This timely volume challenges the notion that because climate change is inherently a global problem, only coordinated actions on a global scale can lead to a solution. It considers the perspective that since climate change itself has both global and local causes and implications, the most effective policies for adapting to and mitigating climate change must involve governments and communities at many different levels.
Federalism--the system of government in which power is divided among a national government and state and regional governments--is well-suited to address the challenges of climate change because it permits distinctive policy responses at a variety of scales. The chapters in this book explore questions such as what are appropriate relationships between states, tribes, and the federal government as each actively pursues climate-change policies?
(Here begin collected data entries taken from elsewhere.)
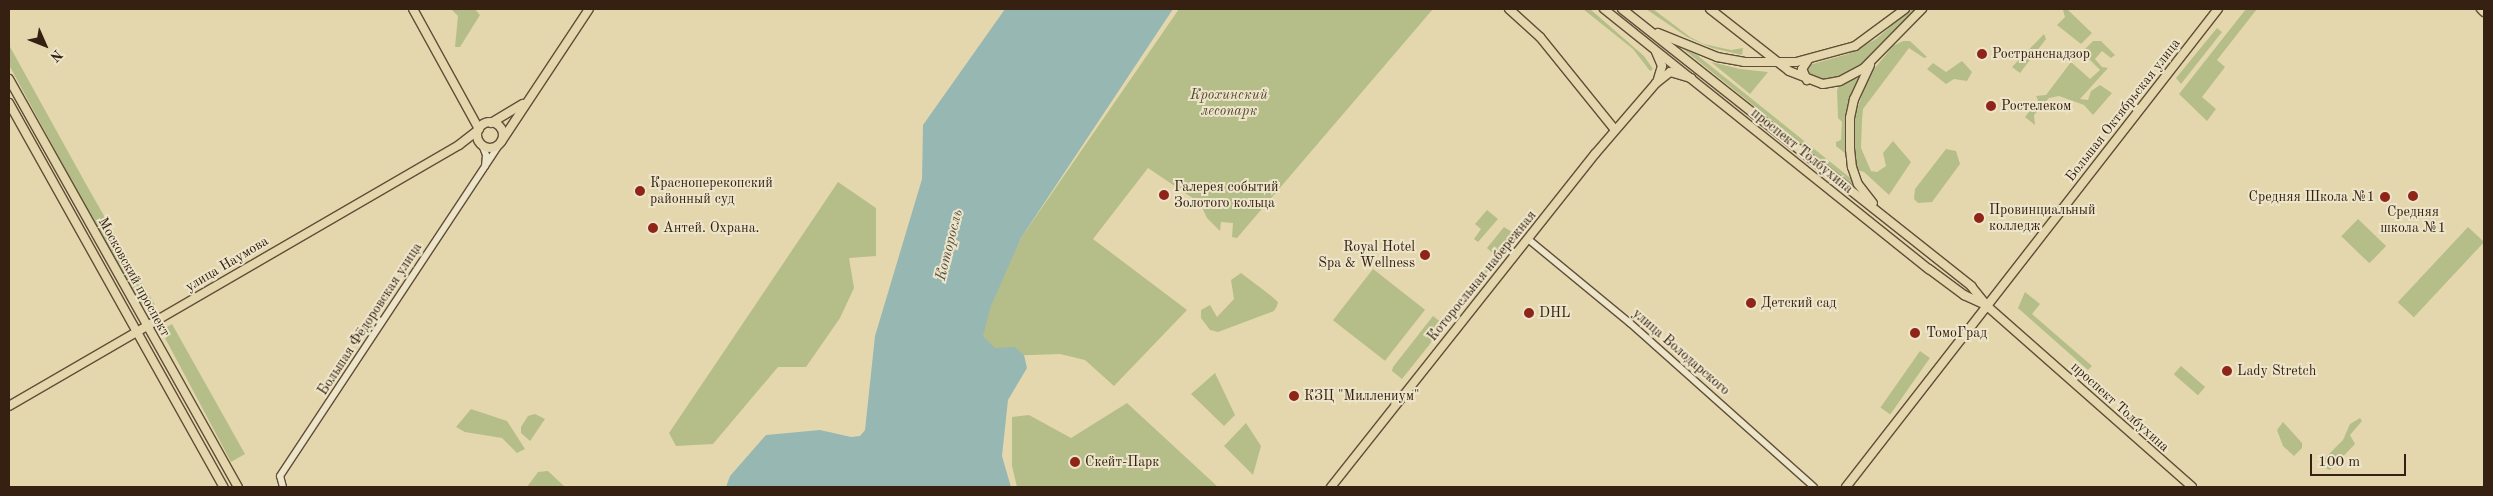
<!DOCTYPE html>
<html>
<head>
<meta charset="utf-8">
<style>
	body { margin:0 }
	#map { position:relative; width:2493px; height:496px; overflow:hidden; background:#e4d7ad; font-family:"Old Standard TT",serif }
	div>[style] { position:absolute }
	.green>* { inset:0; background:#b5be89; transform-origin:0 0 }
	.water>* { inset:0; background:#97b8b2 }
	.roads { filter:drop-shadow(1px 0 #624e38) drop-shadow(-1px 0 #624e38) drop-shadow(0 1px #624e38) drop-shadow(0 -1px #624e38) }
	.minor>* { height:6px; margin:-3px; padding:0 3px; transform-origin:3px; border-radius:3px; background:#ede5ca }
	.major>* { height:8px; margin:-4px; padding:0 4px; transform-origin:4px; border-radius:4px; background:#e4d7ad }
	.major>.ring { margin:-4px; padding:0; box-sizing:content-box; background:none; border:8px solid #e4d7ad; border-radius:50% }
	.dots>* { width:14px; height:14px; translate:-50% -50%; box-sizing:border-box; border:2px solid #ede5ca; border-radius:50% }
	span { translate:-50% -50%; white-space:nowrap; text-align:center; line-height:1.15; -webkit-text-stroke:4px #ede5ca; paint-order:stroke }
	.poi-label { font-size:14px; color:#362011 }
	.left { translate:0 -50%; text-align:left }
	.right { translate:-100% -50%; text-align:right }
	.park-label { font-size:14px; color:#56482f; font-style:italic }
	.street-label { font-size:14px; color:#362011 }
	.water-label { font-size:15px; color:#534e41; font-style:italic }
	.frame { position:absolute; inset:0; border:10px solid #362011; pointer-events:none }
	.north { position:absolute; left:20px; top:20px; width:50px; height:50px; -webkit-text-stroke:4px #ede5ca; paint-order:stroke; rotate:134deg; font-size:14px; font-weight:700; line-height:20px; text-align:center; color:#362011 }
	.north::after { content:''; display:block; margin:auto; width:18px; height:22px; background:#362011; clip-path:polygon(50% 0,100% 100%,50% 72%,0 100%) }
	.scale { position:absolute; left:2310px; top:454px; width:96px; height:22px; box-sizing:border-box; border:2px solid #362011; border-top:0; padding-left:6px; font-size:15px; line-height:18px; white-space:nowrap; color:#362011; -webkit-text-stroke:4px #ede5ca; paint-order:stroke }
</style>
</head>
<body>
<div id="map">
	<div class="green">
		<div style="clip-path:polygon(451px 9px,475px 9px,480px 15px,460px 47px,455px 47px,458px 16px)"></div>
		<div style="clip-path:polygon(1179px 9px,1433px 9px,1237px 238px,1232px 237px,1233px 223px,1221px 222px,1220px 231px,1207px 218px,1200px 203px,1148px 168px,1093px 239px,1187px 310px,1114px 386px,1085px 360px,1060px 354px,998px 356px,981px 340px,997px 283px,1021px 238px)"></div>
		<div style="clip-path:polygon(1583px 9px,1590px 9px,1644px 56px,1653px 69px,1650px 71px,1633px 49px)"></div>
		<div style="clip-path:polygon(1646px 9px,1653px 9px,1690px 37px,1704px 44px,1731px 50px,1743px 48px,1742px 55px,1712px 48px,1687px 37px)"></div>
		<div style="clip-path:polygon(1911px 9px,1917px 9px,1856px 70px,1831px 81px,1813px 78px,1806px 73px,1809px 65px,1848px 54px,1876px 39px)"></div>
		<div style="clip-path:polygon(2246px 9px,2257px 9px,2217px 60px,2225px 67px,2202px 97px,2216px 109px,2207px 121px,2179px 94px)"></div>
		<div style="clip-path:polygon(2063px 10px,2068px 10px,2092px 33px,2081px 44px,2057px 25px,2065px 17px)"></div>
		<div style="clip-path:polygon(2217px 28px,2222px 32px,2181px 84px,2176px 78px)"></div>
		<div style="clip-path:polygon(2044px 34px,2046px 39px,2020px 73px,2012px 67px)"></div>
		<div style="clip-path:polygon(1903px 41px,1910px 41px,1927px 57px,1924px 58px,1909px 48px,1863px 109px,1862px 120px,1861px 148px,1871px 171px,1877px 172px,1886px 166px,1883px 153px,1893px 141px,1911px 162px,1889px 195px,1864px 172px,1857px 170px,1853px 154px,1853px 121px,1869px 75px,1893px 46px)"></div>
		<div style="clip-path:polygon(2093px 41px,2101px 41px,2115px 55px,2111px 58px,2102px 51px,2095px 59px,2102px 67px,2108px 68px,2080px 99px,2088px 100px,2091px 91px,2100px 85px,2112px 93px,2093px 115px,2084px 105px,2059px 96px,2049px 98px,2034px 115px,2035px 125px,2025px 117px,2038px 100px,2036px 96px,2046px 95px,2071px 62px,2090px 79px,2100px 70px,2082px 52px)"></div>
		<div style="clip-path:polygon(9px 45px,87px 186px,155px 305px,147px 308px,139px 305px,9px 65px)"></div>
		<div style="clip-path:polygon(1682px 48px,1697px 55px,1853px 180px,1856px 188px)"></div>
		<div style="clip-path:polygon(1962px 61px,1972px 72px,1967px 81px,1954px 79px,1946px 84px,1927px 69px,1933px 63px,1946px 72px)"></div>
		<div style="clip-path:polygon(1711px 62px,1740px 69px,1768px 72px,1750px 94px)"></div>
		<div style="clip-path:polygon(1861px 76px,1848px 107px,1846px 154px,1836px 146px,1836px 142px,1841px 140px,1842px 122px,1838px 118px,1837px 90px,1839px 86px)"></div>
		<div style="clip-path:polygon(1946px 149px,1956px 151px,1960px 164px,1932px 202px,1918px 203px,1914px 199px,1915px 189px)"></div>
		<div style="clip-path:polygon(838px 182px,876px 208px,876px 256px,849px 258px,854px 288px,840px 318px,806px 367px,778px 367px,713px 444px,676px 446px,669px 433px)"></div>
		<div style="clip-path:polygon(1487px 210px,1498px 219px,1478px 242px,1474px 239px,1481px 229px,1475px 224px)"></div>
		<div style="left:2358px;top:219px;width:39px;height:24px;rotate:44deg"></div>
		<div style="clip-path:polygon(1504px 227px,1517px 235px,1402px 379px,1392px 371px,1393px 367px,1433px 316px,1442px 323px,1496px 256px,1487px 248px)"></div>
		<div style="left:2468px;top:227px;width:22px;height:103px;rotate:43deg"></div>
		<div style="left:1373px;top:269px;width:66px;height:65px;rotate:38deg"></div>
		<div style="clip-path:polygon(1241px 273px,1270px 295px,1278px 302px,1277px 306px,1274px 311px,1218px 332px,1210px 330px,1201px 318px,1201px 310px,1210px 305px,1217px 317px,1234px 299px,1231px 280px)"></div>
		<div style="clip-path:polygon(2025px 292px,2040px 304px,2032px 314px,2092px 366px,2088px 370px,2018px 308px)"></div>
		<div style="clip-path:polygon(172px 324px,245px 454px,231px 462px,165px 338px,165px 328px)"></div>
		<div style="left:1920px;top:351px;width:12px;height:69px;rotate:35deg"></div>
		<div style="left:2181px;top:366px;width:32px;height:11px;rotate:41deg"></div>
		<div style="clip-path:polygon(1215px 373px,1235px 415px,1224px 426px,1191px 394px)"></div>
		<div style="clip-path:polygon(1127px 403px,1218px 487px,1017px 487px,1012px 466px,1012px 417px,1029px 415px,1071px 438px)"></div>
		<div style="clip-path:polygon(471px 409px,507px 421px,525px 449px,517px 453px,502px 438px,465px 432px,456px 427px)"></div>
		<div style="clip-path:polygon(535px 414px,545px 419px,530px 441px,521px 433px,521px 427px,528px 416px)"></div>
		<div style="clip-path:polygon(2360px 418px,2362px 421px,2350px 435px,2355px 444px,2330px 470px,2325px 468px,2324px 459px,2343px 440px,2350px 424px)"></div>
		<div style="clip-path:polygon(2283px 422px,2302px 443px,2302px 448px,2294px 456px,2283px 446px,2277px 430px)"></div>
		<div style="clip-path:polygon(1246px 423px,1261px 446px,1253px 475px,1224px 446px)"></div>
		<div style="clip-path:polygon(548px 471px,565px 487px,527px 487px,538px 472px)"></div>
	</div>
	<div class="water">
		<div style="clip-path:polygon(1005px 9px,1173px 9px,1021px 238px,991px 306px,983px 336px,995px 348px,1015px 347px,1024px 355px,1027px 368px,1008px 400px,1002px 456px,1011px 487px,726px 487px,730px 476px,766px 435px,820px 430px,851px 437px,860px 436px,865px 430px,875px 336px,922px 179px,923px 125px)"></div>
	</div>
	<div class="roads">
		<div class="minor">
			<div style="left:482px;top:145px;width:11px;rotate:68deg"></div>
			<div style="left:486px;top:155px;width:11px;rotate:95deg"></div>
			<div style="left:1528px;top:239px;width:132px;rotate:39.5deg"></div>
			<div style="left:1630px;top:323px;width:246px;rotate:41.7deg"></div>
			<div style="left:283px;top:487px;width:11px;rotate:-105deg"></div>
			<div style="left:280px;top:476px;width:400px;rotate:-56.5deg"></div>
		</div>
		<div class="major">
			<div style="left:413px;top:9px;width:137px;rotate:61.2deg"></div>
			<div style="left:1509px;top:9px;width:42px;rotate:42.1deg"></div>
			<div style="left:1540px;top:37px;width:119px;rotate:51.1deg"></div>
			<div style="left:1604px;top:9px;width:416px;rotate:38.7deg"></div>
			<div style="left:1929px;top:269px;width:44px;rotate:36.6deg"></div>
			<div style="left:1964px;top:295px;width:23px;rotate:25deg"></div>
			<div style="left:1622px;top:9px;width:446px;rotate:38.4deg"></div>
			<div style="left:1971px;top:286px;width:26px;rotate:51deg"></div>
			<div style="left:1987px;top:306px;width:273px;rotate:41.4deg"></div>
			<div style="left:1710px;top:9px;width:100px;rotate:38.1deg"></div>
			<div style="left:1789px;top:71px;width:36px;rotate:21deg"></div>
			<div style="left:1823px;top:84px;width:17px;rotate:-10deg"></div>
			<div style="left:1840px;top:81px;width:27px;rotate:-28deg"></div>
			<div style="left:1864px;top:68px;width:83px;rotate:-45.5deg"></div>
			<div style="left:2481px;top:9px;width:4px;rotate:45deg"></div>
			<div style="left:1658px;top:33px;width:64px;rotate:22.1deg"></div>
			<div style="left:1717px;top:57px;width:27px;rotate:10deg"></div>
			<div style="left:1744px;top:62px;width:52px"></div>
			<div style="left:1796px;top:62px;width:61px;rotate:-15.2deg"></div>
			<div style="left:1855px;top:46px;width:62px;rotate:-36.5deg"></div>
			<div style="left:1656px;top:52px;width:15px;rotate:67deg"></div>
			<div style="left:1662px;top:66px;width:14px;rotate:107deg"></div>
			<div style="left:1870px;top:65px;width:38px;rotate:115deg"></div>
			<div style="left:1854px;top:99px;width:19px;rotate:102deg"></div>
			<div style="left:1850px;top:118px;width:31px;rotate:90deg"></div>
			<div style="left:1850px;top:149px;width:18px;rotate:84deg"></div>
			<div style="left:1852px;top:167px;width:18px;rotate:71deg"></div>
			<div style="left:1858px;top:184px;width:24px;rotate:52deg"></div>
			<div style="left:9px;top:79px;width:468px;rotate:60.7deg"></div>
			<div style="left:1807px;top:80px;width:12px;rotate:-114deg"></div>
			<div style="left:1802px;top:69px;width:11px;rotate:-56deg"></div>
			<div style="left:9px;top:103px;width:440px;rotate:60.8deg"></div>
			<div class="ring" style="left:477px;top:122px;width:18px;height:18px"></div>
			<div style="left:491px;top:123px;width:37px;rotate:-31deg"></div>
			<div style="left:501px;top:142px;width:159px;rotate:-56.5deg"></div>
			<div style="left:9px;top:406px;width:520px;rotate:-30.11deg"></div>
			<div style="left:459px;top:145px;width:24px;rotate:-38deg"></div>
			<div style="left:1331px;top:487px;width:425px;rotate:-51.6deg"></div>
			<div style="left:1595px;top:154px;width:94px;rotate:-49.3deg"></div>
			<div style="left:1656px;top:83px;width:18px;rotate:-38deg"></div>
			<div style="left:1670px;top:72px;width:22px;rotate:16deg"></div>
			<div style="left:1846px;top:487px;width:606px;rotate:-52.11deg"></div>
		</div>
	</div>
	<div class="dots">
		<div style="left:1982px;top:54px;background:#8f2418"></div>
		<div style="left:1991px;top:106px;background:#8f2418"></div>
		<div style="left:640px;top:191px;background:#8f2418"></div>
		<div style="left:1164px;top:195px;background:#8f2418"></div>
		<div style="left:2413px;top:196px;background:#8f2418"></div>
		<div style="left:2385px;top:197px;background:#8f2418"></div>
		<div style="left:1979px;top:218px;background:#8f2418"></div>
		<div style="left:653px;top:228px;background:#8f2418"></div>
		<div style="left:1425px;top:255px;background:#8f2418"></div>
		<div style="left:1751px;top:303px;background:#8f2418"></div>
		<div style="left:1529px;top:313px;background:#8f2418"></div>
		<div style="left:1915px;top:333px;background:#8f2418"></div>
		<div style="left:2227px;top:371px;background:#8f2418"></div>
		<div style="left:1294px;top:396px;background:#8f2418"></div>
		<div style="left:1075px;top:462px;background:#8f2418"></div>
	</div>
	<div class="poi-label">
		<span class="left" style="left:1992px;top:54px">Ространснадзор</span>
		<span class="left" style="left:2001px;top:106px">Ростелеком</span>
		<span class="left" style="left:650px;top:191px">Красноперекопский<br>районный суд</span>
		<span class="left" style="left:1174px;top:195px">Галерея событий<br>Золотого кольца</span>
		<span class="right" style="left:2375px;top:197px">Средняя Школа №1</span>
		<span class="left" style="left:1989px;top:218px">Провинциальный<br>колледж</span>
		<span style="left:2413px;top:220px">Средняя<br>школа №1</span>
		<span class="left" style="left:663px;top:228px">Антей. Охрана.</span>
		<span class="right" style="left:1415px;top:255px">Royal Hotel<br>Spa &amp; Wеllness</span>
		<span class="left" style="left:1761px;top:303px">Детский сад</span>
		<span class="left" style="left:1539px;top:313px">DHL</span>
		<span class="left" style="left:1926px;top:333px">ТомоГрад</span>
		<span class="left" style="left:2237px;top:371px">Lady Stretch</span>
		<span class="left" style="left:1304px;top:396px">КЗЦ "Миллениум"</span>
		<span class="left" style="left:1085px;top:462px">Скейт-Парк</span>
	</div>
	<div class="park-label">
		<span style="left:1229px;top:103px">Крохинский<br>лесопарк</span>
	</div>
	<div class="street-label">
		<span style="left:2123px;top:110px;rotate:-52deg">Большая Октябрьская улица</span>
		<span style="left:1802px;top:151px;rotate:39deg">проспект Толбухина</span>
		<span style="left:227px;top:264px;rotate:-31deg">улица Наумова</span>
		<span style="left:1482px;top:276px;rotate:-51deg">Которосльная набережная</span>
		<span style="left:134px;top:277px;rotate:61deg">Московский проспект</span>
		<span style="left:370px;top:319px;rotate:-57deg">Большая Фёдоровская улица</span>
		<span style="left:1681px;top:352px;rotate:41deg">улица Володарского</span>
		<span style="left:2120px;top:407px;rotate:42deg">проспект Толбухина</span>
	</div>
	<div class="water-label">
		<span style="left:950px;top:245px;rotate:-76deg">Которосль</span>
	</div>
	<div class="frame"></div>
	<div class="north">N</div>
	<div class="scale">100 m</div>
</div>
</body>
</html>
How much leeway should states have in designing and implementing climate-change policies, and how extensively should the federal government exercise its preemption powers to constrain state activity? What climate-change strategies are states best suited to pursue, and what role, if any, will regional state-based collaborations and associations play? This book examines these questions from a variety of perspectives, blending legal and policy analyses to provide thought-provoking coverage of how governments in a federal system cooperate, coordinate, and accommodate one another to address this global problem.
Navigating Climate Change Policy is an essential resource for policymakers and judges at all levels of government who deal with questions of climate governance. It will also serve as an important addition to the curriculum on climate change and environmental policy in graduate and undergraduate courses and will be of interest to anyone concerned with how the government addresses environmental issues.